- Born: 1994 (age 31–32) New Zealand
- Occupations: Sailor; sailing vlogger;

YouTube information
- Channel: Wind Hippie Sailing;
- Years active: 2011‍–‍present
- Genres: Sailing; cruising; travel;
- Views: 15.1 million

= Holly Martin =

American solo sailor and sailing vlogger (born 1994)

Holly Martin is a solo sailor and sailing vlogger best known for sailing her 27-foot sloop Gecko as part of her YouTube channel, Wind Hippie Sailing.
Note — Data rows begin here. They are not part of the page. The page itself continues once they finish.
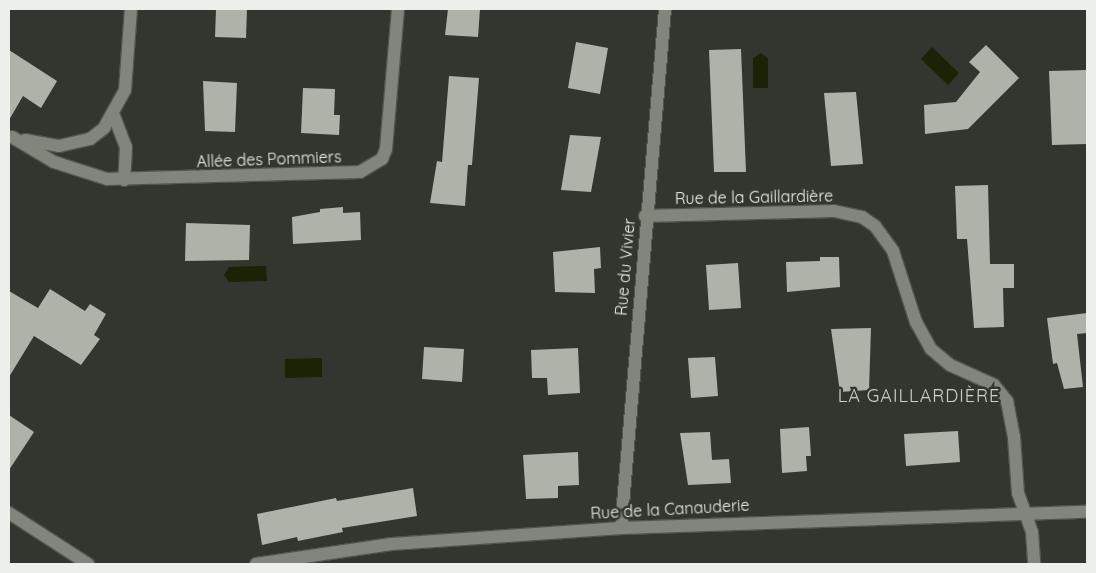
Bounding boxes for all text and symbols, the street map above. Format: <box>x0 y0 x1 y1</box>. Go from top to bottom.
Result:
street label: Allée des Pommiers <box>196 147 342 171</box>
street label: Rue de la Gaillardière <box>675 186 833 208</box>
street label: Rue du Vivier <box>611 218 639 316</box>
district label: LA GAILLARDIÈRE <box>836 385 1002 407</box>
street label: Rue de la Canauderie <box>590 495 750 523</box>

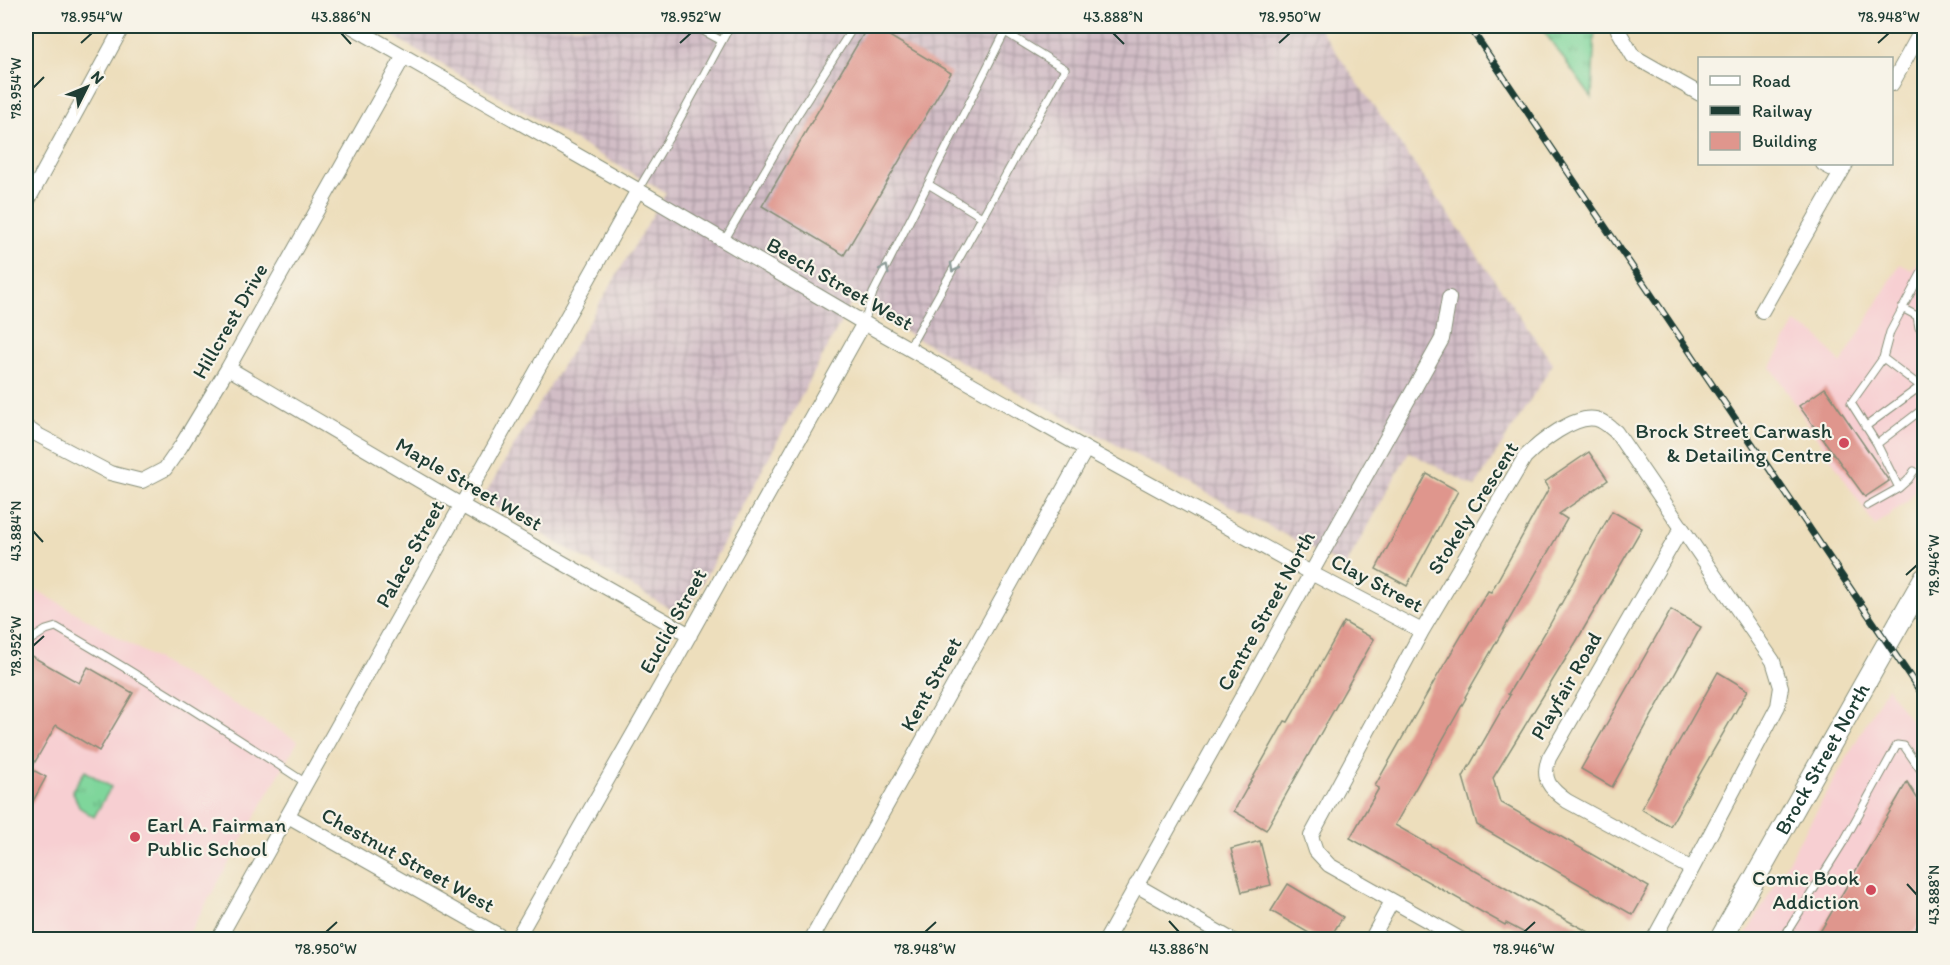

Martin sails a Grinde 27 foot double ender sloop that she purchased in Connecticut and returned to Maine, where she spent over a year preparing to make her seaworthy.

Martin's goal of completing a circumnavigation started in October 2018, when she left Round Pond Maine and headed towards the Panama Canal. After spending a year in the Caribbean, she transited the Panama Canal and entered the Pacific Ocean in May 2020. She made a 41-day solo passage to French Polynesia, which she was unable to leave due to COVID-19 restrictions.

While underway, Martin is an avid reader, and at anchor she enjoys snorkeling, catching fish, and meeting new people.

Born in New Zealand, Martin grew up on boats with her parents, first on a Cal 25, as they sailed in the south Pacific, and later the Arctic, where she spent time being schooled in Iceland, Norway, and Canada.

She holds a degree in marine biology, and worked aboard an Antarctic research vessel as a research support technician.